Monday, May 12, 2008

Using formatdb

There are several reasons to run BLAST locally rather than over the internet. One is speed. However, the size of the non-redundant (nr) database is enormous (zipped files total ≈10 GB). For 1E3 or even 1E4 runs a day, it makes a lot of sense to let them maintain the database and do BLAST over the web. Particularly when one can bundle queries (I don't know the limits for this, but 6 rRNA sequences works fine). It says somewhere in the docs that you can submit a new job once you receive the 'RID.' Hey, just run the job overnight.

A more common use is to search a custom-made database. A database is simply a text file of FASTA formatted sequences. In order to use one, it must first be processed by the formatdb program provided with the BLAST programs.
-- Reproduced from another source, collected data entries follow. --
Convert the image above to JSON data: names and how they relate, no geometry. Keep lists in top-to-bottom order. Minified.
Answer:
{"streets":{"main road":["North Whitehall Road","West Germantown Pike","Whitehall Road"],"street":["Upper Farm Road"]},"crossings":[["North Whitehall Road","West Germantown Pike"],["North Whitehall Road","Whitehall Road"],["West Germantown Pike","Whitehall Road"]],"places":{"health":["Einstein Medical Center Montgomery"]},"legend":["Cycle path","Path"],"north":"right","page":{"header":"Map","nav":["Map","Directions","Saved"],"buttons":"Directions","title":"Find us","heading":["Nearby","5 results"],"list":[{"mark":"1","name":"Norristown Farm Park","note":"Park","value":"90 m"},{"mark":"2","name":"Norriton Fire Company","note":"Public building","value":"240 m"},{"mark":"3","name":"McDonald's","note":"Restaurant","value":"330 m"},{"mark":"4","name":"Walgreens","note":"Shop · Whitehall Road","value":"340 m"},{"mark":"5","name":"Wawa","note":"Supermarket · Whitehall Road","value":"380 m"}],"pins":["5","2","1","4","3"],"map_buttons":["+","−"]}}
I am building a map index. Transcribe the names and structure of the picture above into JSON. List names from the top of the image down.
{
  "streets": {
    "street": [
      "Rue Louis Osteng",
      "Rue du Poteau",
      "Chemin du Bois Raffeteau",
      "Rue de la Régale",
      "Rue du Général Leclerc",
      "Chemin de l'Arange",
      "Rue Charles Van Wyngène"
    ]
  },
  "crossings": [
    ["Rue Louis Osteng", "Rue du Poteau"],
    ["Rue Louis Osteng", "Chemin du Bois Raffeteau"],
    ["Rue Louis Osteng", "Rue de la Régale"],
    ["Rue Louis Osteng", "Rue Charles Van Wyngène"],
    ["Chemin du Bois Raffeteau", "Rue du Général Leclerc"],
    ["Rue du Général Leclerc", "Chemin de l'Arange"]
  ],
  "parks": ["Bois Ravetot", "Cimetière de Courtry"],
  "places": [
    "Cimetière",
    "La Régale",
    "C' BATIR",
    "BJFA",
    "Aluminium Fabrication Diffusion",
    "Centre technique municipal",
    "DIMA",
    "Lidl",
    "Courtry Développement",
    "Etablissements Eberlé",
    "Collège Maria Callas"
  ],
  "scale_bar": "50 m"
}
After formatdb runs, it creates three new files: *.nhr, *.nin and *.nsq. The original database file is no longer needed afterward.

The documentation that comes with formatdb looks forbidding. The program is sophisticated, but its use doesn't have to be complicated. I do not use a configuration (.formatdbrc) file. The following program employs a hard-coded path to the binary. One subtle point about file paths: the shell understands '~' to mean the user's home directory, but formatdb does not. You have to use the full path. Here I obtain that using a Foundation function called NSHomeDirectory(). If the program does not run for this reason, the logfile contains no hint about why. It's interesting that the blast programs can handle '~' correctly.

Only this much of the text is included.